Exact error_name / message recorded on the failed task (_devlake_tasks, plugin='circleci', status='TASK_FAILED'):

subtask collectJobs ended unexpectedly
caused by: Retry exceeded 3 times calling /v2/workflow//job.
The last error was: Http DoAsync error calling [method:GET path:/v2/workflow//job query:map[]].
Response: {"message":"Internal Server Error"} (500)

The message repeats the same /v2/workflow//job 500 once per affected workflow id (8+ combined messages in our case) before the subtask aborts.

Root cause analysis

backend/plugins/circleci/tasks/job_collector.go defines the subtask:

var CollectJobsMeta = plugin.SubTaskMeta{
	Name:             "collectJobs",
	EntryPoint:       CollectJobs,
	EnabledByDefault: true,
	Description:      "collect circleci jobs",
	DomainTypes:      []string{plugin.DOMAIN_TYPE_CICD},
}

CollectJobs creates two API collectors, both using the same URL template "/v2/workflow/{{ .Input.Id }}/job".

Collector 1 — "new records" (works). Its iterator selects id from the workflow table, so the templated field .Input.Id is populated:

clauses := []dal.Clause{
	dal.Select("id, pipeline_id"),
	dal.From(&models.CircleciWorkflow{}),
	dal.Where("connection_id = ? and project_slug = ?",
		data.Options.ConnectionId, data.Options.ProjectSlug),
}
// ...
UrlTemplate: "/v2/workflow/{{ .Input.Id }}/job",

Collector 2 — "unfinished details" (broken). Its iterator selects DISTINCT workflow_id (the column is workflow_id, not id), yet it reuses the same URL template referencing .Input.Id:

clauses := []dal.Clause{
	dal.Select("DISTINCT workflow_id"),
	dal.From(&models.CircleciJob{}),
	dal.Where("connection_id = ? AND project_slug = ? AND status IN ('running', 'not_running', 'queued', 'on_hold')",
		data.Options.ConnectionId, data.Options.ProjectSlug),
}
// ...
UrlTemplate: "/v2/workflow/{{ .Input.Id }}/job",

Because the row scanned by collector 2 has no Id field set (the query projected workflow_id, which maps to the struct field WorkflowId, not Id), {{ .Input.Id }} renders empty and the request path collapses to /v2/workflow//job. CircleCI returns 500 for the malformed path, the collector retries 3×, and the subtask fails — taking the entire CircleCI collection down with it.

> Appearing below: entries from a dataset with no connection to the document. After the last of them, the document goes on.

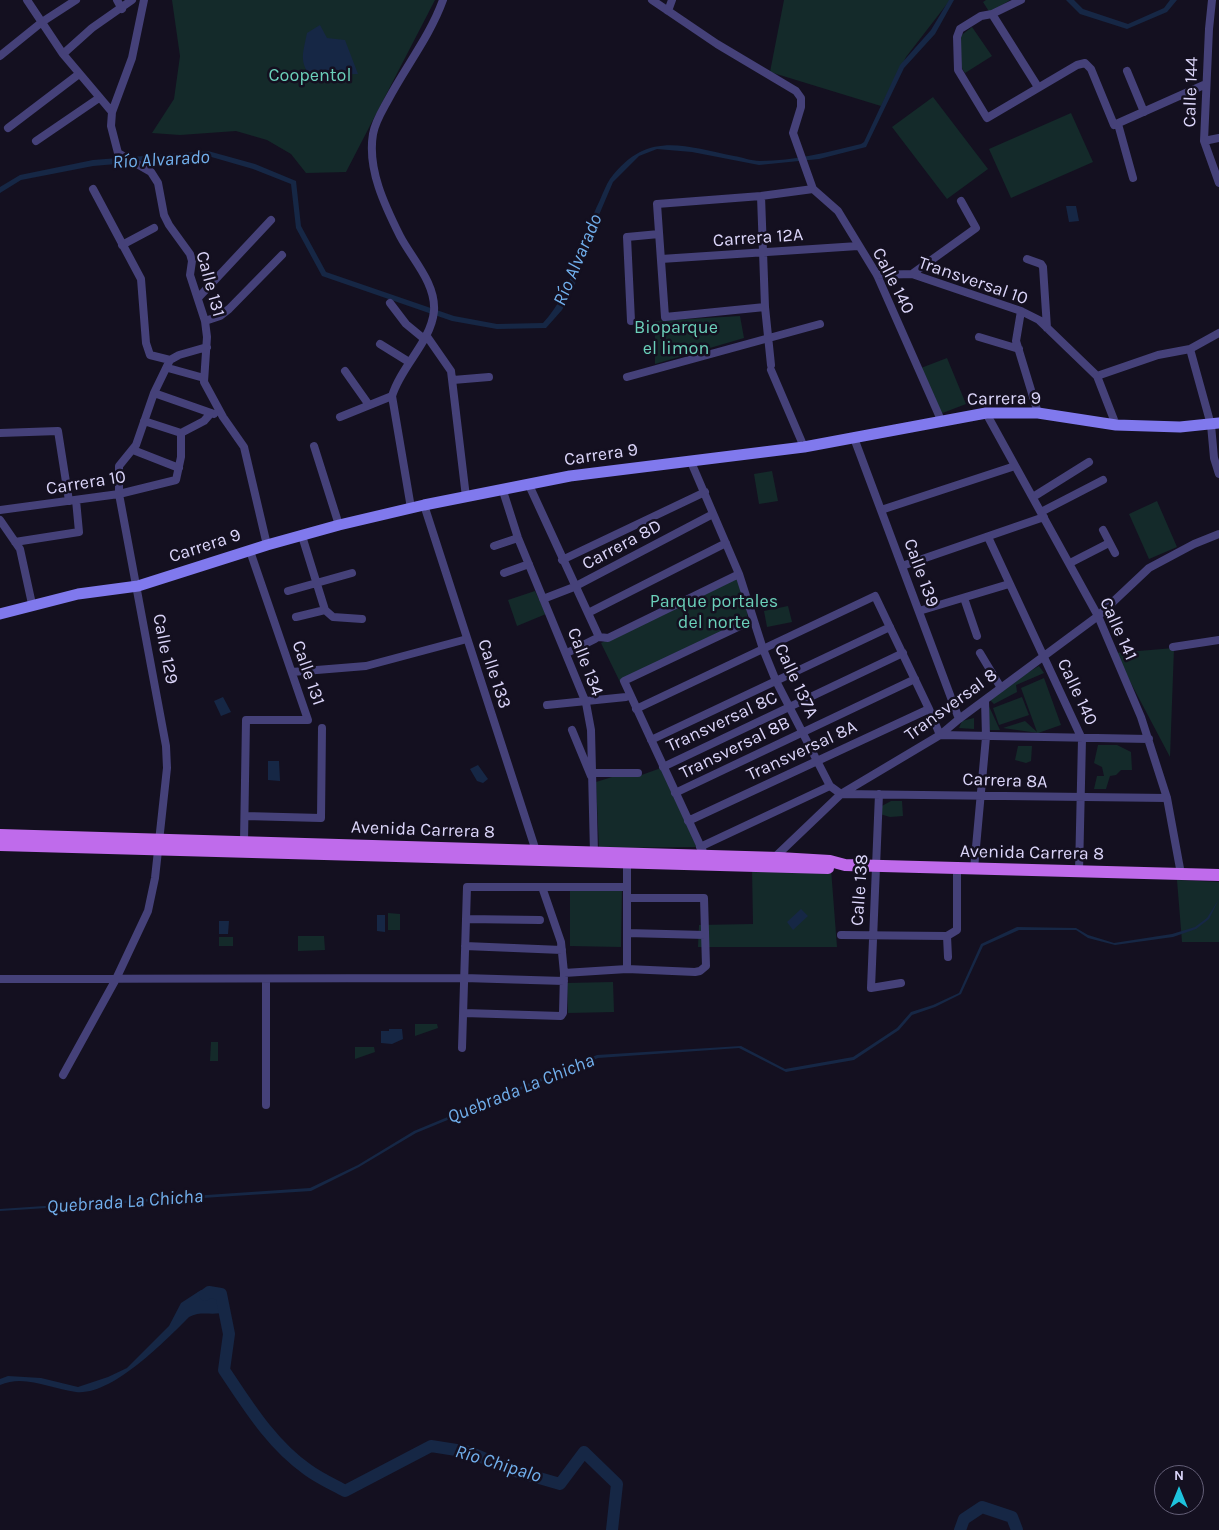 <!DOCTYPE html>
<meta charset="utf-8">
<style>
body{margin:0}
#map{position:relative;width:1219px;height:1530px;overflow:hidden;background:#141020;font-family:Karla,sans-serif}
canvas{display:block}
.north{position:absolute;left:1154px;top:1465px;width:50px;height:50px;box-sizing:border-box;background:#141020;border:1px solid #645f77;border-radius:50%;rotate:0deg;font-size:14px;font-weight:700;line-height:20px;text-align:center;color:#dbd5f9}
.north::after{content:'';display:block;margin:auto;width:18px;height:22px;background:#1ec3dd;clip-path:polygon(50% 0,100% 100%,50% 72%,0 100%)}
</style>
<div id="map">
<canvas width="1219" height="1530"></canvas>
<div class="north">N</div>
</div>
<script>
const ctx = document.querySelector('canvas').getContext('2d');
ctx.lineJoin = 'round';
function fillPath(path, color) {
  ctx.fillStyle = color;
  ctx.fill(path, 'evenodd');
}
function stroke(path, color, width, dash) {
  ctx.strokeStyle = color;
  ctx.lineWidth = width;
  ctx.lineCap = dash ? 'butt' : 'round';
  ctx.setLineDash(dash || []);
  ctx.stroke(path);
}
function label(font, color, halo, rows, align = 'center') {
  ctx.font = font + ' Karla,sans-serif';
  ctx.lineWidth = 5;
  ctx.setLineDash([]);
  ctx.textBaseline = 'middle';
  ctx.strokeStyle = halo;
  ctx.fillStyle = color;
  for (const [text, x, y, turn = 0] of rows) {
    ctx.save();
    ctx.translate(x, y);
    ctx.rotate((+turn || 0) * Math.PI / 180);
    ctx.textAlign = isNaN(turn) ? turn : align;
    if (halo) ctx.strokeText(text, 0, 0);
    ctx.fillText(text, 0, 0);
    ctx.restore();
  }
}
fillPath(new Path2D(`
 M172 0H435L346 172 306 173 291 154 267 140 236 131 180 135 152 133 174 99 180 56Z
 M784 0H950L906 57 881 106 770 72Z
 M986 0H1010L990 13 983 2Z
 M972 27 992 56 965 73 959 64V37Z
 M933 97 988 169 947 199 892 127Z
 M1071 113 1093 162 1011 198 989 149Z
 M740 316 744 338 655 364V321Z
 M947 358 966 404 940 414 921 368Z
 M772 471 778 501 759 504 754 474Z
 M1157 501 1177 547 1149 559 1129 514Z
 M739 576 748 607 747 621 620 682 601 643Z
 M535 591 546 614 517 626 508 600Z
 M788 606 792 622 767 627 764 611Z
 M1174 648 1170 757 1115 653Z
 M1039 666 1044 673 1016 685 1017 692 994 704 990 700 1013 681Z
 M1044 678 1061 725 1038 733 1003 728 1025 721 1037 732 1021 688Z
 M1022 697 1029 715 999 725 993 708Z
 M987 702 1000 730H989Z
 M974 718V729L959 728 962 721Z
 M1098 745H1117L1131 752 1132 770H1121L1116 775 1110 776 1106 789H1094L1097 776H1104L1102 767 1094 763Z
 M1018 746H1032L1031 761 1026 763 1015 760Z
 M661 768 697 847 599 848 596 782 625 773 636 777Z
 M891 801H902L903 816 890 817 880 814V807Z
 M752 868 831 869 837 947H698L699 925 753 924Z
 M1177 880 1219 882V942H1182Z
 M570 887 622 888 621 947 570 946Z
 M388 913 400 914V930H388Z
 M298 936H324L325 950 298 951Z
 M219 937H233V946H219Z
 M613 982 614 1012 568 1013 567 983Z
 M415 1024H437L438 1028 415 1036Z
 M211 1042H218V1061H210Z
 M355 1047H374L375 1052 355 1059Z`), '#142a2a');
fillPath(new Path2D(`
 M949 0H954L935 34 904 68 866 147 819 159 759 165 692 152 657 149 639 156 613 182 585 248 575 284 562 310 546 328 497 329 452 321 322 276 296 228 291 184 253 169 208 156 93 166 21 180 0 193V187L20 175 93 160 208 151 255 164 296 181 301 226 326 272 454 316 497 324 543 323C575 289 580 240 600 200 603 193 606 185 610 179 647 130 683 146 734 156 742 157 751 161 760 161 794 161 828 152 861 144L864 142 900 65 931 30Z
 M1066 0H1074L1083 9 1128 24 1164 8 1170 0H1177L1167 12 1127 29 1080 14Z
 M320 25 327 38 345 40 358 74 325 75 314 82C299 62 302 57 307 33Z
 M1066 206H1076L1079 221 1069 222Z
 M223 697 231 712 221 716 214 701Z
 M268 761H279L280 781 268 780Z
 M478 765 488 779 483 783 477 781 470 769Z
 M1219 899 1209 919 1196 929 1173 937 1115 945 1088 938 1076 930H1019L983 946 961 994 935 1007 912 1015 899 1030 854 1060 786 1072 739 1048 598 1058 416 1133 359 1167 311 1191 0 1211V1209L310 1188 358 1165 414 1131 597 1055 741 1046 785 1069 853 1057 897 1028 911 1012 933 1005 959 993 981 944 1017 927 1076 928 1088 935 1114 943 1172 934 1195 927 1207 918Z
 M801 909 808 916 793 930 787 922Z
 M377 915H385V932L377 931Z
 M219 921H229L228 934H219Z
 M389 1029H402L403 1039 392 1044 381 1043V1031H389Z
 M201 1290H220L227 1311C214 1317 202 1310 189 1317 165 1341 112 1396 76 1392 51 1389 25 1374 0 1385V1379L8 1376 41 1378 78 1387 108 1377 127 1368 169 1326 181 1303Z`), '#162745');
stroke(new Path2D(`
 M205 1295 209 1292 221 1294 229 1334 224 1370C248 1406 272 1445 308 1470 319 1478 332 1484 345 1491L431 1446 469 1452 515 1471 560 1484 584 1452 617 1484 612 1530
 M960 1530 964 1519 982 1507 1012 1517 1017 1530`), '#162745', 12);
stroke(new Path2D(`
 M27 0 63 54
 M117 0 122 9
 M144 0 132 58 112 112 111 126 118 153 151 172 158 183 164 215 169 225 190 254 192 261 190 275 205 321 207 337 204 382 223 417 244 447 267 545
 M652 0 717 44 796 91 801 98V107L793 133 813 189 838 211 877 275 941 420
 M1021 0 992 14 981 16 960 29 957 37 958 70 987 118 1077 65 1085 63 1091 69 1114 125 1206 84
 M1212 0 1209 29 1204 141 1219 183
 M668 11 672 0
 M992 14 1038 87
 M0 56 42 22 76 0
 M1127 71 1144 112
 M112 112 63 54 92 28 132 0
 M1118 124 1133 178
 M8 128 79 74
 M36 141 99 98
 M1204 141 1219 138
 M93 189 141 279 146 343 150 355 170 360 179 355 207 347
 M761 196 765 307 771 365
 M122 245 154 228
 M661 259 858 246
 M1027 259 1041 264 1043 267 1047 328
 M912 274 976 228 961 201
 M877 275 912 274 1021 311 1039 320 1097 376 1116 425
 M198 298 271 220
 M390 303 406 324 423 338
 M765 307 665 317 657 204 761 196 813 189
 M1021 311 1016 341 1038 413
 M205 321 220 316 229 309 282 255
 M631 321 627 237 659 234
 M426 335 451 371 466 497
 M979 337 1019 349
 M380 344 409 362
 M1190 349 1211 425 1214 458 1219 474
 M168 368 204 378
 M771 370 804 447
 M345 371 369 405
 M1097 376 1158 355 1190 349 1219 333
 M627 377 820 324
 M453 380 489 377
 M154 393 214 414
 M986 413 1098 616 1141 717 1167 798 1181 874
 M340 417 392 396
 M144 421 181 433 204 421 211 413
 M0 433 58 431 69 501
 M854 438 959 719
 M314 446 339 525
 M133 450 179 468
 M691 462 739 574 763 649 776 681 830 786 841 794 1167 798
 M529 485 599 637 608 638 739 574
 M503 491 518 538 586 703 591 730 594 853
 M1033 497 1089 462
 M424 505 536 851
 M411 508 392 396C401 366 431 342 434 311 436 283 412 259 400 236 385 206 367 169 373 134 375 122 382 111 388 100 406 66 430 36 443 0
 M0 510 119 494 176 480 181 457V433
 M881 510 1015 466
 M1041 512 1103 480
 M0 520 20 549 32 604
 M1103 530 1115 553
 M302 536 325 610
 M988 537 1082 739 1079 872
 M15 542 79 532 76 500
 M494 546 518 538
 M562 560 705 492
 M1070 563 1109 543
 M902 566 1044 517
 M504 573 529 564
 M288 591 352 573
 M964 598 977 636
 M543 599 574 587 713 514
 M919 611 1009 584
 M588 613 726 543
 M296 617 325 610 333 617 362 619
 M1173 647 1219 640
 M567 653 595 639
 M980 653 1001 688
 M292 672 366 666 467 639
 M547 705 626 697
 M636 709 875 596 929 709 940 735 1149 739
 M572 730 591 776
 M651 740 890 627
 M663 767 903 653
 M593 773H638
 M675 793 915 679
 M879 794 871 988 901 983
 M245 816 321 818 322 728
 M688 821 929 709
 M244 842 246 720H308L250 551
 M700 847 830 786
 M705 856 624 681 753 620
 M774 858 841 794 940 735 959 719 1098 616 1149 568 1194 544 1219 534
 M627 864V969
 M974 869 986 737 985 700
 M466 919 540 920
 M627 933 705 935
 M841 935 947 936
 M465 946 562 950
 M948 957 947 936 957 930V868
 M564 973 627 969 695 972 700 971 706 966 704 898H627
 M0 979 464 978 564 981
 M464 1013 561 1016 563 1013 564 973 561 942 542 887
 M462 1048 467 887H626
 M63 1075 116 979 148 911 155 878 167 768 166 746 119 494V466L136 445 154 393 170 360
 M266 1105V980`), '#454179', 8);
stroke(new Path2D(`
 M0 614 78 594 138 586 267 545 339 525 424 505 570 476 804 447 986 413H1038L1116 425 1180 427 1219 423`), '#8079ed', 11);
stroke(new Path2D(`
 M0 835 779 858 830 861 845 865 1219 875
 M0 845 828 868`), '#bf6beb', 12);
label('18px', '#6bd0ba', '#141020', [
 ["Coopentol",310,76],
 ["Bioparque",676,328],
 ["el limon",676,349],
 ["Parque portales",714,602],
 ["del norte",714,623]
]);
label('18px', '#dbd5f9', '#141020', [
 ["Calle 144",1191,92,-88],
 ["Carrera 12A",758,238,-4],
 ["Calle 140",893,281,63],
 ["Transversal 10",973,281,19],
 ["Calle 131",210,284,75],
 ["Carrera 9",1004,399,-1],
 ["Carrera 9",601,455,-8],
 ["Carrera 10",86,483,-9],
 ["Carrera 8D",622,545,-28],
 ["Carrera 9",205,546,-18],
 ["Calle 139",921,573,70],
 ["Calle 141",1118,629,66],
 ["Calle 129",165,649,79],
 ["Calle 134",585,662,69],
 ["Calle 131",308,673,71],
 ["Calle 133",494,674,72],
 ["Calle 137A",796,681,65],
 ["Calle 140",1077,692,65],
 ["Transversal 8",951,705,-36],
 ["Transversal 8C",722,722,-25],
 ["Transversal 8B",735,748,-26],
 ["Transversal 8A",802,751,-25],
 ["Carrera 8A",1005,781,2],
 ["Avenida Carrera 8",423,830,2],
 ["Avenida Carrera 8",1032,853,1],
 ["Calle 138",860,890,-86]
]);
label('italic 19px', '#71afec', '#141020', [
 ["Río Alvarado",161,160,-3],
 ["Río Alvarado",578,260,-67],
 ["Quebrada La Chicha",521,1089,-22],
 ["Quebrada La Chicha",125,1202,-4],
 ["Río Chipalo",498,1464,17]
]);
</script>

Evidence that this is a code bug, not missing data

The affected jobs all have a valid, non-empty workflow_id in the DB — the empty id is introduced by the collector, not by the data.

Status distribution of _tool_circleci_jobs at the time of failure:

status     jobs
-------    -----
success    74622
blocked    51314    <- NOT in the collector's status filter; not involved
canceled   17742
on_hold    12368    <- queried by collector 2
failed      3031
not_run     2801    <- note: 'not_run' (data) != 'not_running' (query); not matched
running        2    <- queried by collector 2

Rows in collector 2's query set (status IN ('running','not_running','queued','on_hold')), and how many have a valid workflow_id:

status     jobs    with_valid_workflow_id
-------    ----    ----------------------
on_hold    12368   12368
running        2       2
TOTAL      12370   12370   <- 100% have a valid workflow_id

A concrete example of an affected job (valid workflow_id, yet the collector requests /v2/workflow//job):

id           : b8719700-9035-4a96-8053-58596b802e79
workflow_id  : 0021f5f7-0161-4845-a8ef-eca400e9de7c   <- present and valid
project_slug : gh/elopage/elopage_web_client
status       : on_hold
started_at   : 2026-04-29 07:45:28

So the correct request would be GET /v2/workflow/0021f5f7-0161-4845-a8ef-eca400e9de7c/job, but DevLake issues GET /v2/workflow//job.

Impact

  • The entire CircleCI collection aborts on the failing subtask. CI/CD domain data (deployments/builds) is not refreshed → DORA Deployment Frequency, Lead Time for Changes, and Change Failure Rate go stale.
  • It recurs indefinitely. on_hold approval jobs accumulate naturally, and each successful collection re-collects them at their real status, so the failure returns on the next run (see "Durability of the workaround" below).

Proposed fix

Alias the projected column in collector 2 so the templated field is populated, mirroring collector 1:

// backend/plugins/circleci/tasks/job_collector.go — "unfinished details" collector
dal.Select("DISTINCT workflow_id AS id"),

Alternatively, give the iterator input struct an explicit field for the workflow id and reference it in the template (e.g. "/v2/workflow/{{ .Input.WorkflowId }}/job"), so the two collectors don't silently depend on column aliasing. Either way the fix is one line in CollectJobs.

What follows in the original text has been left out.